Task item:
When you reach the line containing "Instruction: Parse the" in the entries below, please begin setting down lines exactly, stop only after the last one, and add nothing else.

Input data:
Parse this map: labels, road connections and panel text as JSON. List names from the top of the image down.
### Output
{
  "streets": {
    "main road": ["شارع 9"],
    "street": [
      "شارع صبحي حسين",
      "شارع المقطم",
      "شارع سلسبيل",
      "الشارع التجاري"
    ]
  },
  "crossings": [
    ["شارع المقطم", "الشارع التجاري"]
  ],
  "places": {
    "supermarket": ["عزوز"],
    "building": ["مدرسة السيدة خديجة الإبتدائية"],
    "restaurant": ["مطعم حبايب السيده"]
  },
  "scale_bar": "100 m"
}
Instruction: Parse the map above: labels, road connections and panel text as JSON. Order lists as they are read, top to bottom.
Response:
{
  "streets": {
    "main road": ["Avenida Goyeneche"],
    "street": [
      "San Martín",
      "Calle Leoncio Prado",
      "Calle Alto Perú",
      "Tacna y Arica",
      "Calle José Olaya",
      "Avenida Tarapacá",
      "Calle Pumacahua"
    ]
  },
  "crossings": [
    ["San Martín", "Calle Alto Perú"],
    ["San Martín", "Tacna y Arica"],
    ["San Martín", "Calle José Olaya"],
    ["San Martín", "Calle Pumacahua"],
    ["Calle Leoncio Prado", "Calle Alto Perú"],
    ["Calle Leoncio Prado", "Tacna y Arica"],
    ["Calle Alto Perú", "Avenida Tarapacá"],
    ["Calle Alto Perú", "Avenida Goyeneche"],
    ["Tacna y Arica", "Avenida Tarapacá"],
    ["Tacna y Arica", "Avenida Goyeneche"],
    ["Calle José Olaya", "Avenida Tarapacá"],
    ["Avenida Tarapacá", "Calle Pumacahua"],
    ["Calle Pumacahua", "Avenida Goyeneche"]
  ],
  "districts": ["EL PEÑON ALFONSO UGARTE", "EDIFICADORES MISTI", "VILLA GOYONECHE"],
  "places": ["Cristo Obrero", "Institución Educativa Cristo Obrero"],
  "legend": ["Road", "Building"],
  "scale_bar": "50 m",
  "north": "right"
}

Solution to the problem:
Instruction: Parse the map above: labels, road connections and panel text as JSON. Order lists as they are read, top to bottom.
Response:
{
  "streets": {
    "main road": ["Avenida Goyeneche"],
    "street": [
      "San Martín",
      "Calle Leoncio Prado",
      "Calle Alto Perú",
      "Tacna y Arica",
      "Calle José Olaya",
      "Avenida Tarapacá",
      "Calle Pumacahua"
    ]
  },
  "crossings": [
    ["San Martín", "Calle Alto Perú"],
    ["San Martín", "Tacna y Arica"],
    ["San Martín", "Calle José Olaya"],
    ["San Martín", "Calle Pumacahua"],
    ["Calle Leoncio Prado", "Calle Alto Perú"],
    ["Calle Leoncio Prado", "Tacna y Arica"],
    ["Calle Alto Perú", "Avenida Tarapacá"],
    ["Calle Alto Perú", "Avenida Goyeneche"],
    ["Tacna y Arica", "Avenida Tarapacá"],
    ["Tacna y Arica", "Avenida Goyeneche"],
    ["Calle José Olaya", "Avenida Tarapacá"],
    ["Avenida Tarapacá", "Calle Pumacahua"],
    ["Calle Pumacahua", "Avenida Goyeneche"]
  ],
  "districts": ["EL PEÑON ALFONSO UGARTE", "EDIFICADORES MISTI", "VILLA GOYONECHE"],
  "places": ["Cristo Obrero", "Institución Educativa Cristo Obrero"],
  "legend": ["Road", "Building"],
  "scale_bar": "50 m",
  "north": "right"
}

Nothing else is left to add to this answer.